Lesson 5: Learning to Worship in Spirit and Truth

If you can read and write, ride a bicycle, or cook, it is because someone taught you or you took the time to learn how to do it well. In similar ways, worshiping God takes some learning, because Worship is a learned response to God’s love. While you always felt a need to worship your Creator like the Athenians in Acts 17, you did not wake up knowing exactly who this God is, or how, when, and why He desires you to be saved and to worship Him.

It was when you learned from the Bible, who God is and when and how He wants you to worship and serve Him, that you finally begun to learn more correctly how to express all the feelings you were having towards God.

In similar ways, you will not know how to worship God in the ways that God desires, until you open the Bible and learn what the law of the New Covenant says about when and how to worship God.  Remember from lesson 1, that as a new creature in Christ, you will need to relearn a number of things. Perhaps you will have to relearn what is right about morality because the world taught you to accept wrong as right. So it is with even religious things. You may need to relearn what is right worship from the ways you were taught from a previous religion, from a previous church, or even from your parents.

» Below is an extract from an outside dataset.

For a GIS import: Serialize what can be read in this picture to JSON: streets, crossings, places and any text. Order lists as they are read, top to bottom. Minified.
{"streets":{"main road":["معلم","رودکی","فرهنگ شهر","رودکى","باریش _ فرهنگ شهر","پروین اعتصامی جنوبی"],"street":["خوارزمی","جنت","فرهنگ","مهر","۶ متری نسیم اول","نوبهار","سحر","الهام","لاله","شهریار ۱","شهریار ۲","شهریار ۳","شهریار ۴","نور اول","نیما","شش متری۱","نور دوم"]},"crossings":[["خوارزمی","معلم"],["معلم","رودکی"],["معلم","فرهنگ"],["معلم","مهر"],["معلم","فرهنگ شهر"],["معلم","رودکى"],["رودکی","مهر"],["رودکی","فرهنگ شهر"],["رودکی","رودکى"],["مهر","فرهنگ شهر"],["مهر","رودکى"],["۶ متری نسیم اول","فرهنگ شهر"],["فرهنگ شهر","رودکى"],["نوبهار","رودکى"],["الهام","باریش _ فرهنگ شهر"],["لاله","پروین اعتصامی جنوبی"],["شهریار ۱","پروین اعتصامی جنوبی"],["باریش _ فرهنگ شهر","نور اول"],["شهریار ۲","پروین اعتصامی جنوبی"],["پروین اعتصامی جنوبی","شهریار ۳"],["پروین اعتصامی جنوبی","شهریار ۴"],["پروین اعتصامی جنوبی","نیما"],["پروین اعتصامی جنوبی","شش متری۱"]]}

So in this lesson, we will begin our study of “Learning to worship in spirit and truth,” so that you can become a true worshipper of God. We will begin by looking at the basics of what it means to worship God in spirit and truth from John 4:23-24.

John 4:23-24

“But a time is coming, and even now has arrived, when the true worshipers will worship the Father in spirit and truth; for such people the Father seeks to be His worshipers. 24 God is spirit, and those who worship Him must worship in spirit and truth.” (NASB). 

Let us take a look at the meanings of the words worship, spirit, truth and God. Then we will consider their relationship to becoming a true worshiper of God.  

Worship means “to express in attitude or gesture one’s complete dependence on or submission to a high authority figure, (fall down and) worship, do obeisance to prostrate oneself before, do reverence to, welcome respectfully.” (William Arndt, 882).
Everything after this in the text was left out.